# [WHAT TO WORK ON]
Transcribe the records below from the first line to the line that includes "display:flex; align-items:center; gap:8px;", inclusive, and omit the pictures.

# [RECORDS FOR THE EXERCISE]
- - - - - - -

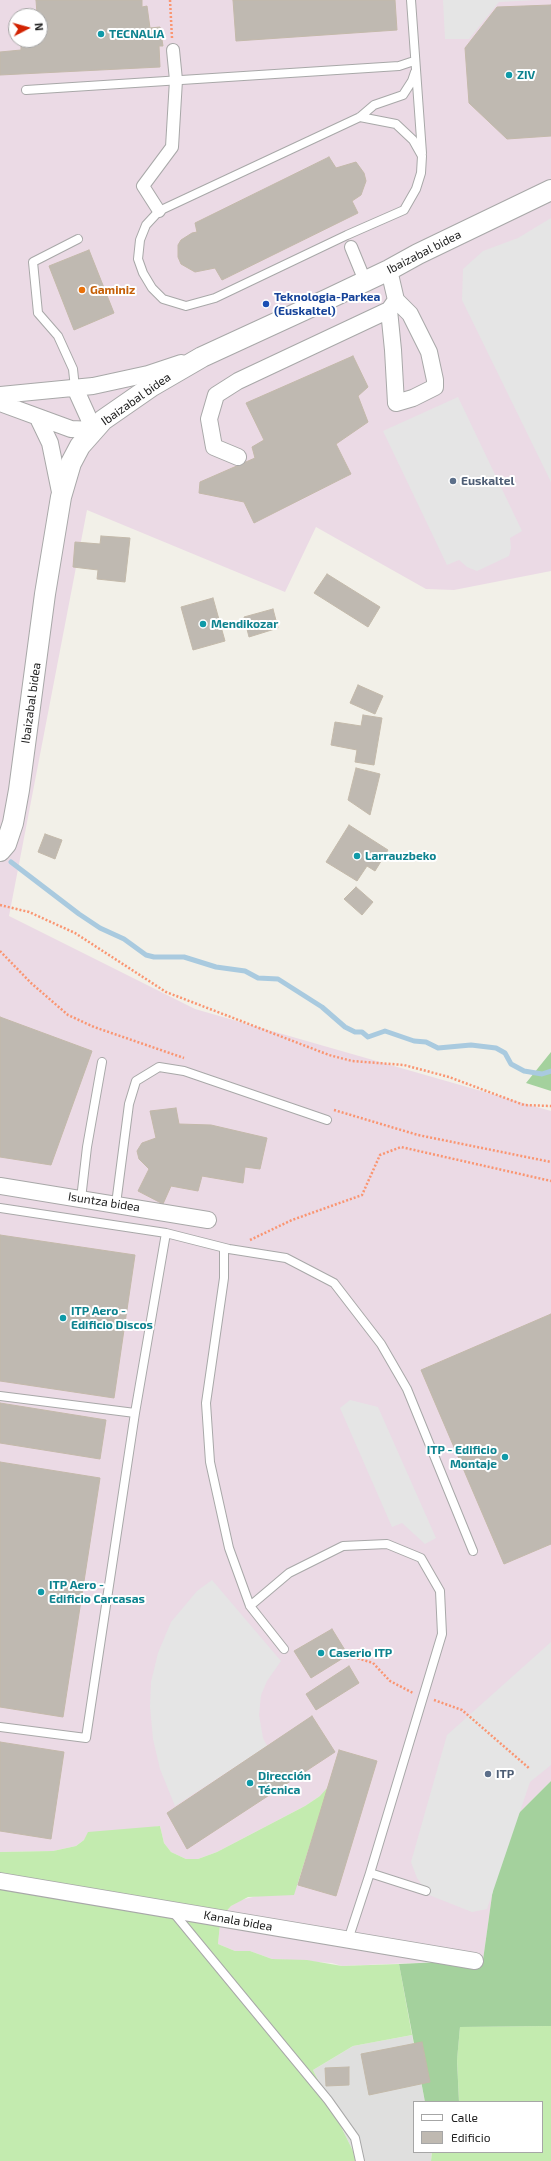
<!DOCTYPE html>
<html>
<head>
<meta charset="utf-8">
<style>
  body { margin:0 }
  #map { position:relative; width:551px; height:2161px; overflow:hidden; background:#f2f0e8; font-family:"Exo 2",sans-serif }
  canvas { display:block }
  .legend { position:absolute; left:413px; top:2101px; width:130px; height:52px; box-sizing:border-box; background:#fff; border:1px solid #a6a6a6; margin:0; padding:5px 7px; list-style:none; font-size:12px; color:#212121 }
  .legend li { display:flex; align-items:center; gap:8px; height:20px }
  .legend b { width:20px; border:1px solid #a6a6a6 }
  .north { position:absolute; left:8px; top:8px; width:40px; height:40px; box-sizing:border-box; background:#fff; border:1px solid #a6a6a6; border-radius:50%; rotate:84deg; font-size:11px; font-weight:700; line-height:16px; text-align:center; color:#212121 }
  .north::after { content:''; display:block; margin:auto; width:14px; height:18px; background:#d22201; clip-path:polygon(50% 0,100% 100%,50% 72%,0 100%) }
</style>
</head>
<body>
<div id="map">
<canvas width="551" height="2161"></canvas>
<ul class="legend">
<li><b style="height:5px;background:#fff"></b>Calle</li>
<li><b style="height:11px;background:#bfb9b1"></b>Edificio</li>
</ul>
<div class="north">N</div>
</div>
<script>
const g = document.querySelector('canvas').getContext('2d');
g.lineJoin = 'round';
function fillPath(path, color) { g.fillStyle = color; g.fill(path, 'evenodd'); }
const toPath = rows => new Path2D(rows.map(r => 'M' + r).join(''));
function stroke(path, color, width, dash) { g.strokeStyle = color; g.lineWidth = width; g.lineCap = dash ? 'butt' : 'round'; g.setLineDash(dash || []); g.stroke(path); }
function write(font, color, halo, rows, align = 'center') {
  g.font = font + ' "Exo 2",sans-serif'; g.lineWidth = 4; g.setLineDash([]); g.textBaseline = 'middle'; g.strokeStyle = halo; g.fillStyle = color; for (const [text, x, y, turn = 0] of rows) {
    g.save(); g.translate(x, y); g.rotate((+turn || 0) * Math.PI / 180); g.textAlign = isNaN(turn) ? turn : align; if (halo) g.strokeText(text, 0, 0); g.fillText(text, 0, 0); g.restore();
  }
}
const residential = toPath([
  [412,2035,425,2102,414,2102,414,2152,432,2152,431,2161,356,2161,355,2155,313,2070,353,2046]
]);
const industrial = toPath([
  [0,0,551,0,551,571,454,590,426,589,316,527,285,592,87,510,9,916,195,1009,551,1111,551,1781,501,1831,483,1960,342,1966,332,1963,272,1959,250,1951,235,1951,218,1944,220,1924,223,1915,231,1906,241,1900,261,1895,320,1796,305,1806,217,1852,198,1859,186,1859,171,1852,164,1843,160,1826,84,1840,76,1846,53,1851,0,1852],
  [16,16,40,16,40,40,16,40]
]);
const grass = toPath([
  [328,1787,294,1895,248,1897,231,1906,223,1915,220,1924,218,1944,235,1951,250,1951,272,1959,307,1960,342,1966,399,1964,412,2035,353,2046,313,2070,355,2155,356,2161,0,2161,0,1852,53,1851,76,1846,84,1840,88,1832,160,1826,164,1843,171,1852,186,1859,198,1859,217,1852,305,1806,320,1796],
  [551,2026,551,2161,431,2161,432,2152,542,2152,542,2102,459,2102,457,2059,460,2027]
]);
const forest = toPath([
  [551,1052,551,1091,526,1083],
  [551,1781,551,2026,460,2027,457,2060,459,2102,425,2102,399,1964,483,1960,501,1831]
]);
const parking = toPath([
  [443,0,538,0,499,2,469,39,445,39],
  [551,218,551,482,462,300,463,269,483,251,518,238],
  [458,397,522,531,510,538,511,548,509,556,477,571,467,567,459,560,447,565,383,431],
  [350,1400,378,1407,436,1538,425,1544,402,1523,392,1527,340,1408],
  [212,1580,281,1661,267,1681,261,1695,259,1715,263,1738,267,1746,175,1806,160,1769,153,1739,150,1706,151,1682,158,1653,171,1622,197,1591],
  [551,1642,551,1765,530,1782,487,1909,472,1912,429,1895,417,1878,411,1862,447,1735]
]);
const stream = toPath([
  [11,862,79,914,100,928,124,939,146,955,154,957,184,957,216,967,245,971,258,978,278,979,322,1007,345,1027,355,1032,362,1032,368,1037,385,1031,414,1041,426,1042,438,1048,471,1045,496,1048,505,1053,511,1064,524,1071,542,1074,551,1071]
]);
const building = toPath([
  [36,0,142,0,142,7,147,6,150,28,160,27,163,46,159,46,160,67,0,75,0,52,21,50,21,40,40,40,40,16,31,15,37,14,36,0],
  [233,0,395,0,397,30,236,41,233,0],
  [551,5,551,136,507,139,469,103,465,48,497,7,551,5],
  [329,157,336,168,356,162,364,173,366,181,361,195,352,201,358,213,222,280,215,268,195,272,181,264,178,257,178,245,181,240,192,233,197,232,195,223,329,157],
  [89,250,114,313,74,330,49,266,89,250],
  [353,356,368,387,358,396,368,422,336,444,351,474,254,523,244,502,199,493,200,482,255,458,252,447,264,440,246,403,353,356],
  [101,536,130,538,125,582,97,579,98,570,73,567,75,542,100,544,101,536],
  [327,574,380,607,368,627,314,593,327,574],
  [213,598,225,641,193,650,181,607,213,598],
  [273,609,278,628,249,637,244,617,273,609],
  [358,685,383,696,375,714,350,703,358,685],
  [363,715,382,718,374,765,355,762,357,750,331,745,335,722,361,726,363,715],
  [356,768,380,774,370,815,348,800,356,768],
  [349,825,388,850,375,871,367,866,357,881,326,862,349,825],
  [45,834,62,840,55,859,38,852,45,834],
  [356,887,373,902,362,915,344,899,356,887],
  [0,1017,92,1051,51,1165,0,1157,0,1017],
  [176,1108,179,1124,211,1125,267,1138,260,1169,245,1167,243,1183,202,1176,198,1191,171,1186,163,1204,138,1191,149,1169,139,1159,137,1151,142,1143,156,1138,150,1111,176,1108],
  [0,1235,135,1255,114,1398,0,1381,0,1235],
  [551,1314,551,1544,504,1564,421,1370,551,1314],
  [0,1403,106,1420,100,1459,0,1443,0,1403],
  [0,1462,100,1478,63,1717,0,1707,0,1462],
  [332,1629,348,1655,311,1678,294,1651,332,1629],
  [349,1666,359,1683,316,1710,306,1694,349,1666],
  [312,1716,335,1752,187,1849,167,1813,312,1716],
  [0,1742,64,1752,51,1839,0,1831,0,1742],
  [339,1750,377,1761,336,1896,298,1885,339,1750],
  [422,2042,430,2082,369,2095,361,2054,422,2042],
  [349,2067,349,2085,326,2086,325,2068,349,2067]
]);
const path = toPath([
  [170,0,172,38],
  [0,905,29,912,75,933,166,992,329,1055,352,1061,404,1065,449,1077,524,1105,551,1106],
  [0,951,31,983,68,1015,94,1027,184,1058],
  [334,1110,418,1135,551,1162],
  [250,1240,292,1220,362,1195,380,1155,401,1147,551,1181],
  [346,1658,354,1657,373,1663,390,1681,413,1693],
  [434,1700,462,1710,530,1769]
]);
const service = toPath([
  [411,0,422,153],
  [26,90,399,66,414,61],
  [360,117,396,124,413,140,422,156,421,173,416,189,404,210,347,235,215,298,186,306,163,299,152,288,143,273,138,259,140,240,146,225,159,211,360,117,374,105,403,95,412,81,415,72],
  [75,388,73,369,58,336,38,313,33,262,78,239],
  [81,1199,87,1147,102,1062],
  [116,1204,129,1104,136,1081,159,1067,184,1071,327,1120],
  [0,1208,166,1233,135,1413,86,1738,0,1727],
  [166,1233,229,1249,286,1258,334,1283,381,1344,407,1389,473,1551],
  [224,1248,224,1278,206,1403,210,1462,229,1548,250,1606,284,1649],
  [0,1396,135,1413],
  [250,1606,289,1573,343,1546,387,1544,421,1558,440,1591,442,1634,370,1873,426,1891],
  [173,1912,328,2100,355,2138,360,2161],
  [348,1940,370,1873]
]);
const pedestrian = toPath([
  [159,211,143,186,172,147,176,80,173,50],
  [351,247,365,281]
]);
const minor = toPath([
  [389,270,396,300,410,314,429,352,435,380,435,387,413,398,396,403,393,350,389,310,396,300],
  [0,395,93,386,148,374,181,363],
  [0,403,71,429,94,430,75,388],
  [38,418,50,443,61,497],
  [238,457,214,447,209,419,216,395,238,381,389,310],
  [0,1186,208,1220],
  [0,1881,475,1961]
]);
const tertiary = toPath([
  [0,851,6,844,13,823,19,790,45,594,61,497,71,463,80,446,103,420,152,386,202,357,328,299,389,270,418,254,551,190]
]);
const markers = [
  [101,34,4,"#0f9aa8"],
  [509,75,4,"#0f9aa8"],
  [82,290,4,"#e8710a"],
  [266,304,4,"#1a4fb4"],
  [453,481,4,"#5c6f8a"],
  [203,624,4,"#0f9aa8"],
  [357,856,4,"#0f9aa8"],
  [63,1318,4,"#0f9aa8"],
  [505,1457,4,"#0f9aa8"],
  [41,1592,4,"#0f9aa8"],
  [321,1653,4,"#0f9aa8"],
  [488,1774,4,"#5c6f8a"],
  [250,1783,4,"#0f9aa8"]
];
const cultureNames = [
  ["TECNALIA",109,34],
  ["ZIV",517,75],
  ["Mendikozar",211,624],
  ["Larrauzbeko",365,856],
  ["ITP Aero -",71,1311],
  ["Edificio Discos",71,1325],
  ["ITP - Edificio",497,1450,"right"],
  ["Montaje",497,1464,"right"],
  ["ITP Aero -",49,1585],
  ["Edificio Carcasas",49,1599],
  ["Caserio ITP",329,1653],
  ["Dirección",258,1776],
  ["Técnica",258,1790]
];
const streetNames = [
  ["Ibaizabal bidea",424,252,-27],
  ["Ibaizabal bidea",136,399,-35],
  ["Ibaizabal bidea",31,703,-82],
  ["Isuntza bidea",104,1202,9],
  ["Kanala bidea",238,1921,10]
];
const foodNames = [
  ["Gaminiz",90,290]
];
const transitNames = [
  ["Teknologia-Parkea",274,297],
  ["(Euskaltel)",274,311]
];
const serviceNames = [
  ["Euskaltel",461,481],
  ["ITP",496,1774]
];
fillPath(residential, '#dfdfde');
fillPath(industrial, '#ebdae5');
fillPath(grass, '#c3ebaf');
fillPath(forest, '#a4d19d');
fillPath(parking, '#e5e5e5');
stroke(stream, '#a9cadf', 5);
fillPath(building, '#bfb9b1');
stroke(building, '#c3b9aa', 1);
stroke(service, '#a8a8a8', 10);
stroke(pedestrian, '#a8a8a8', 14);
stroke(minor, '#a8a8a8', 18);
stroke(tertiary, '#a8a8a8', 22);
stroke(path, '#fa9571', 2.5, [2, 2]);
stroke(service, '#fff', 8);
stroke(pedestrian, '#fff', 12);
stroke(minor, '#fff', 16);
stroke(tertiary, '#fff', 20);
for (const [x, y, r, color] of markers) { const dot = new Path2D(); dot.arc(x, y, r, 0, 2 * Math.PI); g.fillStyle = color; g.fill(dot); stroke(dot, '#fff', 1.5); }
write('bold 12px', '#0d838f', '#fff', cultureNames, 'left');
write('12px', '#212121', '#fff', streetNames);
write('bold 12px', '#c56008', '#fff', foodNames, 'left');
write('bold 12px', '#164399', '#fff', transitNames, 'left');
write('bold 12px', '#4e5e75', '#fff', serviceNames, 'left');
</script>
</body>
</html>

- - - - - - -

# [TASK RESULT]
<!DOCTYPE html>
<html>
<head>
<meta charset="utf-8">
<style>
  body { margin:0 }
  #map { position:relative; width:551px; height:2161px; overflow:hidden; background:#f2f0e8; font-family:"Exo 2",sans-serif }
  canvas { display:block }
  .legend { position:absolute; left:413px; top:2101px; width:130px; height:52px; box-sizing:border-box; background:#fff; border:1px solid #a6a6a6; margin:0; padding:5px 7px; list-style:none; font-size:12px; color:#212121 }
  .legend li { display:flex; align-items:center; gap:8px; height:20px }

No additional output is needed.